Data section

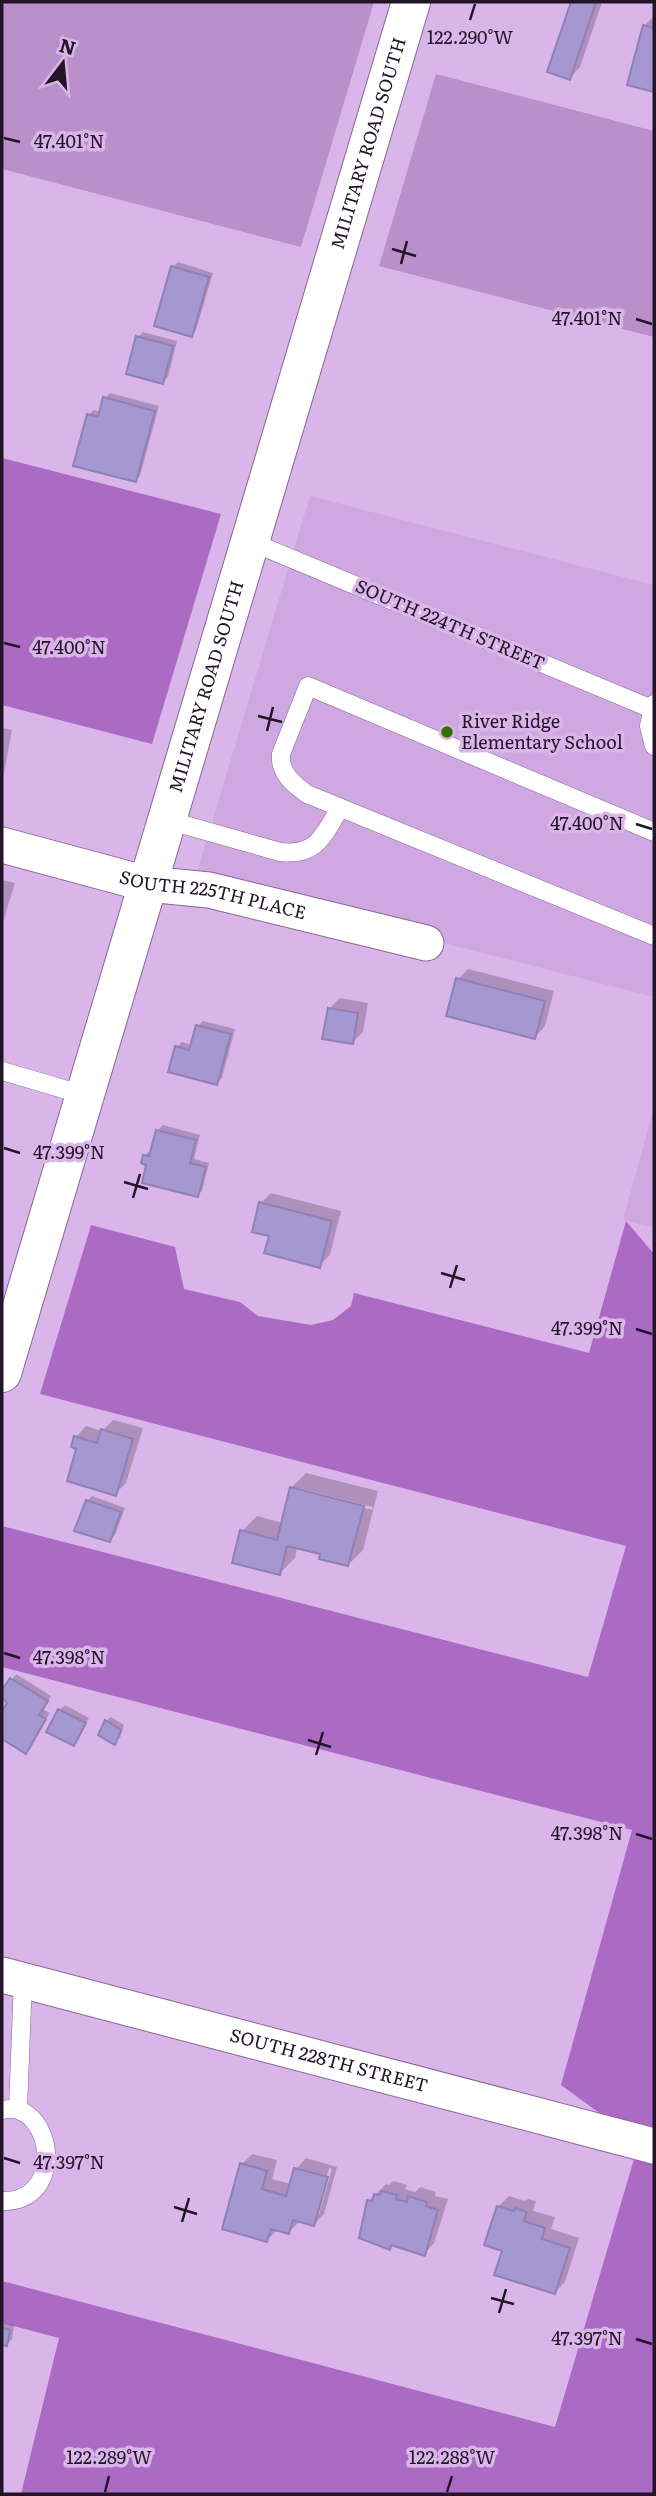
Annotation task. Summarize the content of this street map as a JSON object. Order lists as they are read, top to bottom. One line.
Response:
{"streets":{"main road":["MILITARY ROAD SOUTH"],"street":["SOUTH 225TH PLACE","SOUTH 228TH STREET"],"lane":["SOUTH 224TH STREET"]},"crossings":[["MILITARY ROAD SOUTH","SOUTH 224TH STREET"],["MILITARY ROAD SOUTH","SOUTH 225TH PLACE"]],"places":["River Ridge Elementary School"],"north":"top","coordinates":["122.290°W","47.401°N","47.400°N","47.399°N","47.398°N","47.397°N","122.289°W","122.288°W"]}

Work required
Once the pictures are removed, print all the remaining data exactly as it stands.

Response for this exercise
Annotation task. Summarize the content of this street map as a JSON object. Order lists as they are read, top to bottom. One line.
Response:
{"streets":{"main road":["MILITARY ROAD SOUTH"],"street":["SOUTH 225TH PLACE","SOUTH 228TH STREET"],"lane":["SOUTH 224TH STREET"]},"crossings":[["MILITARY ROAD SOUTH","SOUTH 224TH STREET"],["MILITARY ROAD SOUTH","SOUTH 225TH PLACE"]],"places":["River Ridge Elementary School"],"north":"top","coordinates":["122.290°W","47.401°N","47.400°N","47.399°N","47.398°N","47.397°N","122.289°W","122.288°W"]}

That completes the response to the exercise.